So the second week, I ran two mailboxes a day. Third week, three mailboxes a day.
Yes, many of you have heard this before. Which is one of the secrets to excellent results – repetition. Never get tired of doing the basic, common sense things.
Stories are critical to perpetuating past success and moving to even greater success. You already knew that right?
Eventually, the goals became impossible, but their pursuit was compelling.
What’s fascinating is how intense it was to rise to the level of representing the United States at the 2009 Master’s Track & Field World Championships, without anyone knowing.
Neighbors. Family. Work. Ten years. Ten years of dedicated, relentless effort.
Invisible to everyone around me. For a decade.
Now, neighbors know. And Family knows. Yet to this day, most where I work have no idea.
And so the question today is this, “What is your impossible goal and will you persue it without any fanfare or glory, but just for the sake that it’s a noble goal?”
Steve Prefontaine. The son of an Oregon logger man.
Too small for football. Too slow for track. Not a sprinter. Also not fast enough to be a great miler.
But, he could endure more pain than anyone else.
He set the the National High School two-mile record. Bill Bowerman, the University of Oregon head Track Coach, recruited “Pre” and the two of them forever changed American running.

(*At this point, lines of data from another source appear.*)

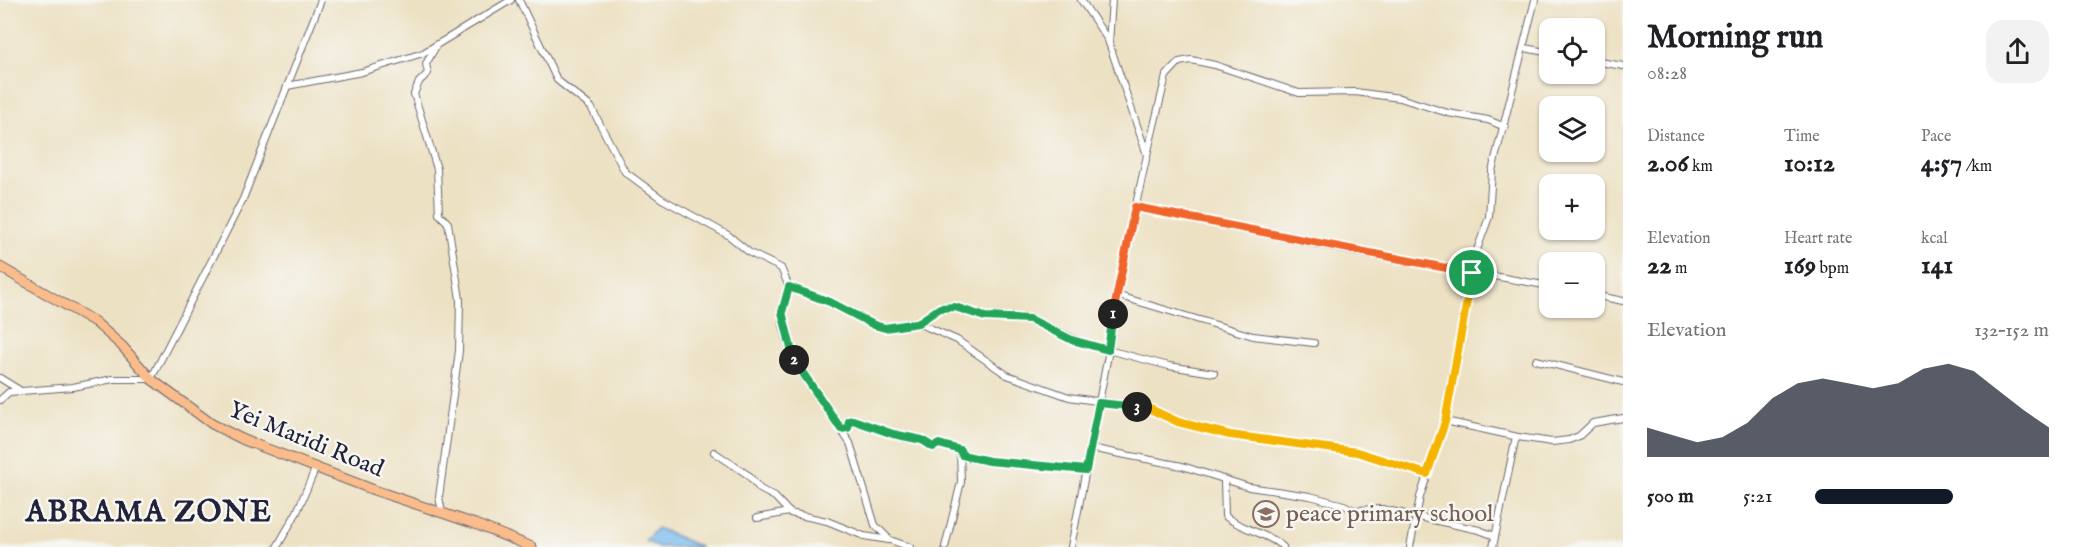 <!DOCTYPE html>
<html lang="en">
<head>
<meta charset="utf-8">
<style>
  :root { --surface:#fff; --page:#f2f2f2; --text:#202124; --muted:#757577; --accent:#111827 }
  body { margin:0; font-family:"IM FELL English",serif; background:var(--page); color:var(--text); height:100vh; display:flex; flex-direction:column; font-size:22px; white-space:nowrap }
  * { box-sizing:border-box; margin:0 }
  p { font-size:20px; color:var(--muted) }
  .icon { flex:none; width:33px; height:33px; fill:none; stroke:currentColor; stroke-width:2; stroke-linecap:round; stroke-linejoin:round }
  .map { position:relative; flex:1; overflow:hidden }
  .panel { display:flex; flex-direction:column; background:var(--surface); width:450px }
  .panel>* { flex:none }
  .tools { position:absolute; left:1539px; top:18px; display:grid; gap:12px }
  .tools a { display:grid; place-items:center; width:66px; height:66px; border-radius:12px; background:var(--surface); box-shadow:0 2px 4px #0004; font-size:30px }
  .pin { position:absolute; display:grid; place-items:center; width:51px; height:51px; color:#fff; margin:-26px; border:3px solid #fff; border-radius:50%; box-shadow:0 2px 6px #0007 }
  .km { position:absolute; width:30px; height:30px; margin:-15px; border-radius:50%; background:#222; color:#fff; font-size:16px; line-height:30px; text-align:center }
  .round { display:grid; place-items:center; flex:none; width:63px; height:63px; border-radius:18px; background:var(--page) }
  .summary { display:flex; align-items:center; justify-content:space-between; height:102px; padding:0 24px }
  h1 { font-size:33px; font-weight:700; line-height:45px }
  .stats { display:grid; grid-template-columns:repeat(3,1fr); gap:9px; height:102px; padding:6px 24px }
  .stats div { display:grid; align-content:center }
  .stats b { font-size:26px; font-weight:700 }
  .stats small { font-size:16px; font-weight:400 }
  .stats p { font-size:16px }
  .chart { height:168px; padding:12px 24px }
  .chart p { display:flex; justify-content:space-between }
  .chart svg { width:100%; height:108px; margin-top:6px; fill:var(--accent); opacity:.7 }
  ul { padding:0 24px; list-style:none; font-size:20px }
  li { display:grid; grid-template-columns:96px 72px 1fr; align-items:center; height:45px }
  li i { height:15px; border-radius:8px; background:var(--accent) }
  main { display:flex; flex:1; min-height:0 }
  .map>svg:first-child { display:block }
  .water { fill:#79bcee; stroke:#4e6f94; stroke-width:1.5 }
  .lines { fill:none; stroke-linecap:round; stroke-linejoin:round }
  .street-casing { stroke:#69656b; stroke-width:8 }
  .primary-casing { stroke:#69656b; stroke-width:11 }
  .street { stroke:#fff; stroke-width:6 }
  .primary { stroke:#fabc8b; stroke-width:9 }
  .split-1-casing { stroke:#fff; stroke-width:12 }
  .split-2-casing { stroke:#fff; stroke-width:12 }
  .split-3-casing { stroke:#fff; stroke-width:12 }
  .split-4-casing { stroke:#fff; stroke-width:12 }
  .split-1 { stroke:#f0652b; stroke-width:8 }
  .split-2 { stroke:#22a559; stroke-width:8 }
  .split-3 { stroke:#22a559; stroke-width:8 }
  .split-4 { stroke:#f5b400; stroke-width:8 }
  .labels { text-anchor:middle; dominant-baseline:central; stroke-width:5; stroke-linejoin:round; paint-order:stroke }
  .street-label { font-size:24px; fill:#22223b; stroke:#f6f6f2 }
  .education-label { font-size:24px; fill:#785e54; stroke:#f6f6f2; text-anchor:start }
  .district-label { font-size:30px; font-weight:bold; letter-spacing:1.5px; fill:#22223b; stroke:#f6f6f2 }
</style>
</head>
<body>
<main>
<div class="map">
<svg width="1623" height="547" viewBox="0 0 1623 547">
  <rect width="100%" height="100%" fill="#f6f6f2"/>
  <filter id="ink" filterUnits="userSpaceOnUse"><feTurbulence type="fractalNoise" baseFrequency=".0167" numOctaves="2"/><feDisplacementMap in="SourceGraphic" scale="12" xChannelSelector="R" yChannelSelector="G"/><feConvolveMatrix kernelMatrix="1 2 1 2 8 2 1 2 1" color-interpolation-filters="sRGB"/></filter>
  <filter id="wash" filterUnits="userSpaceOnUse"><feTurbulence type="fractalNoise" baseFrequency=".008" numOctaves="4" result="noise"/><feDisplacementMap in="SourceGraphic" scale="24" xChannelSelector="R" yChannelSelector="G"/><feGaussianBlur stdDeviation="1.35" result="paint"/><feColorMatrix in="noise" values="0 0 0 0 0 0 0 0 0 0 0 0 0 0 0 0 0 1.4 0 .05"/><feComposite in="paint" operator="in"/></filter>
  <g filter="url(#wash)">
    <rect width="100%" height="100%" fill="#ede1c3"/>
    <path class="water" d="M 657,528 L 701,547 L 659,547 L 645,541 Z"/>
  </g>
  <g filter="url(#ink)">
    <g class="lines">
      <defs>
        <g id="street">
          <path d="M 519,0 L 557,80 L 591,107 L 625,172 L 662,199 L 728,235 L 750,253 L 781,268 L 789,287 L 782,312 L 783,325 L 793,360 L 850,443 L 875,525 L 890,540 L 910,547"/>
          <path d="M 1081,0 L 1108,40 L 1147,155"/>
          <path d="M 1109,43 L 1112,0"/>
          <path d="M 437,44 L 426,64 L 428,73 L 419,82 L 414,94 L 437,169 L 439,214 L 448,223 L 460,299 L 459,351 L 439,497 L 442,512"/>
          <path d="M 1525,48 L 1550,53"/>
          <path d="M 1594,61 L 1623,66"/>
          <path d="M 287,86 L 362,72 L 423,53 L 511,0"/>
          <path d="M 1135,207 L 1351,251 L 1550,286"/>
          <path d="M 789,287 L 830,302 L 874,325 L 885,328 L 918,323 L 941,308 L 955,307 L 985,317 L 1030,319 L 1085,344 L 1169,366 L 1214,373"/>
          <path d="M 1116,295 L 1253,336 L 1314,343"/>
          <path d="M 1594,295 L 1623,301"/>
          <path d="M 918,323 L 957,340 L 1007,375 L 1069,397 L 1150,409 L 1177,422 L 1230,435 L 1357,452 L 1427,474"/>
          <path d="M 1536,360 L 1623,382"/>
          <path d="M 0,378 L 21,391"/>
          <path d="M 0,400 L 9,392 L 73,387 L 113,379 L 151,379 L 243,199 L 321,0"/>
          <path d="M 1445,421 L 1518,437"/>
          <path d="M 841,429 L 848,428 L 850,421 L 853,420 L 905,438 L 922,440 L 933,447 L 939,444 L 960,450 L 961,482 L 945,547"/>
          <path d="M 1090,448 L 1182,466 L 1249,487 L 1310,496 L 1344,505 L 1354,510 L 1382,509 L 1479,530 L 1495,536"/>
          <path d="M 714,452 L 748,475 L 760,489 L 775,497 L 790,513 L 827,521 L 864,536 L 889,540"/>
          <path d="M 962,455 L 989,461 L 1086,470"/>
          <path d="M 1224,480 L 1225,516 C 1242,530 1266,532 1283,547"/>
          <path d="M 757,518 L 789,512"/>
          <path d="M 277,547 L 297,512 L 316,467"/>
          <path d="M 1071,547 L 1109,350 L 1116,295 L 1147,155 L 1166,76 L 1179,62 L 1191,60 L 1215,65 L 1299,93 L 1355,92 L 1400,98 L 1448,113 L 1488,120 L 1505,127"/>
          <path d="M 1410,547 L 1420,497 L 1445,421 L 1474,258 L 1489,217 L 1492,171 L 1535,0"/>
          <path d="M 1493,547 L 1515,441 L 1518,437 L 1552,442 L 1569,440 L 1579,436 L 1593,423 L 1623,418"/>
        </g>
        <path id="primary" d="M 0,267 L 95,322 L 122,346 L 151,379 L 212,424 L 244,440 L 374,490 L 475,524 L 532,547"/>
      </defs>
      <use href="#street" class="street-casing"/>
      <use href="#primary" class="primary-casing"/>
      <use href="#street" class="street"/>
      <use href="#primary" class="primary"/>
    </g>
  </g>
  <g class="lines" filter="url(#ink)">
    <defs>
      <path id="split-1" d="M 1113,314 L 1135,207 L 1472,273"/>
      <path id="split-2" d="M 794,360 L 782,312 L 789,287 L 830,302 L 874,325 L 885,328 L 918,323 L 940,308 L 955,307 L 985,317 L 1030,319 L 1072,340 L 1108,350 L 1113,314"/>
      <path id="split-3" d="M 794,360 L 841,429 L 848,428 L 849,421 L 853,420 L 893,434 L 922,440 L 933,447 L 939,444 L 960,450 L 962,455 L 989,461 L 1086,470 L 1099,403 L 1137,407"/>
      <path id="split-4" d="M 1137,407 L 1150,409 L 1178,422 L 1230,435 L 1357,452 L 1427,474 L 1445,422 L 1472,273"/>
    </defs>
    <use href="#split-1" class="split-1-casing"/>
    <use href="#split-2" class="split-2-casing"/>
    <use href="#split-3" class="split-3-casing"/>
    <use href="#split-4" class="split-4-casing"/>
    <use href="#split-1" class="split-1"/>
    <use href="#split-2" class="split-2"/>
    <use href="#split-3" class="split-3"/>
    <use href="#split-4" class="split-4"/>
  </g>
  <defs>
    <symbol id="school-ring" viewBox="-11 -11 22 22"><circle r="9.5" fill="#f6f6f2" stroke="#8d6e63" stroke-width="1.5"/><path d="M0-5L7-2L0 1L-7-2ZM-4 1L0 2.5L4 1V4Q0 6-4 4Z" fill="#8d6e63"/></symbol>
  </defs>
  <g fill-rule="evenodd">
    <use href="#school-ring" x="1251" y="499" width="30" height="30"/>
  </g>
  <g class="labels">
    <g class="street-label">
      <text transform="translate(306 440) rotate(22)">Yei Maridi Road</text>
    </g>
    <g class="education-label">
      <text x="1286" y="514">peace primary school</text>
    </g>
    <g class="district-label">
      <text x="149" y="513">ABRAMA ZONE</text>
    </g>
  </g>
</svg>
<div class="tools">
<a><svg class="icon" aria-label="locate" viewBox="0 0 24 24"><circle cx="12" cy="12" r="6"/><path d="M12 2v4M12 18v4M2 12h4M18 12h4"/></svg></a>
<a><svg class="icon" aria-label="layers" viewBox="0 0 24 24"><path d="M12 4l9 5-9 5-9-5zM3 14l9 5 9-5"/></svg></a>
<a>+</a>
<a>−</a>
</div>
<div class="pin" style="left:1472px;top:273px;background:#1e9e55"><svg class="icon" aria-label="arrive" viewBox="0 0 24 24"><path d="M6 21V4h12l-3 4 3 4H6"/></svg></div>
<b class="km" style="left:1113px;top:314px">1</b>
<b class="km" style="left:794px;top:360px">2</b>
<b class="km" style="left:1137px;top:407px">3</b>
</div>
<section class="panel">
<div class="summary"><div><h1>Morning run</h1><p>08:28</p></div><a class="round"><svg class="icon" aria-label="share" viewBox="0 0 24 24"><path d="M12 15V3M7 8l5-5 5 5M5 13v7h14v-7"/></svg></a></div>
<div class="stats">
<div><p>Distance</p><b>2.06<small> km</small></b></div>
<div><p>Time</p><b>10:12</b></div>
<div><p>Pace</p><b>4:57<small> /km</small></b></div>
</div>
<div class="stats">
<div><p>Elevation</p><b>22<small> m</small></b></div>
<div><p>Heart rate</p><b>169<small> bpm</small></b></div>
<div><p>kcal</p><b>141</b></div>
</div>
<div class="chart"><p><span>Elevation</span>132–152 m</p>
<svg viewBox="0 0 160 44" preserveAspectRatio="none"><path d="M0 44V32L10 35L20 38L30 36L40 30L50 20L60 14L70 12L80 14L90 16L100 14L110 8L120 6L130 9L140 17L150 25L160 32V44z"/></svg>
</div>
<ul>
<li><b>500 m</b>5:21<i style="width:59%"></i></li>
</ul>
</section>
</main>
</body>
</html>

Steve Prefontaine is the only athlete, ever, which Nike has immortalized with a bronze statue. Are ya with me? The only one.
This You Tube video is the final five minutes (of a 13-minute race) of the 1972 Munich Olympics 5,000 meter final. It’s breathtaking, and awe inspiring to watch a man run the best race of his life, and finish fourth.
America thought the best was still to come and the world knew that Steve Prefontaine would return in four years, with a vengence and determination to win the Olympic Gold medal and set a new World Record.
But a tragic, late night car crash changed all that.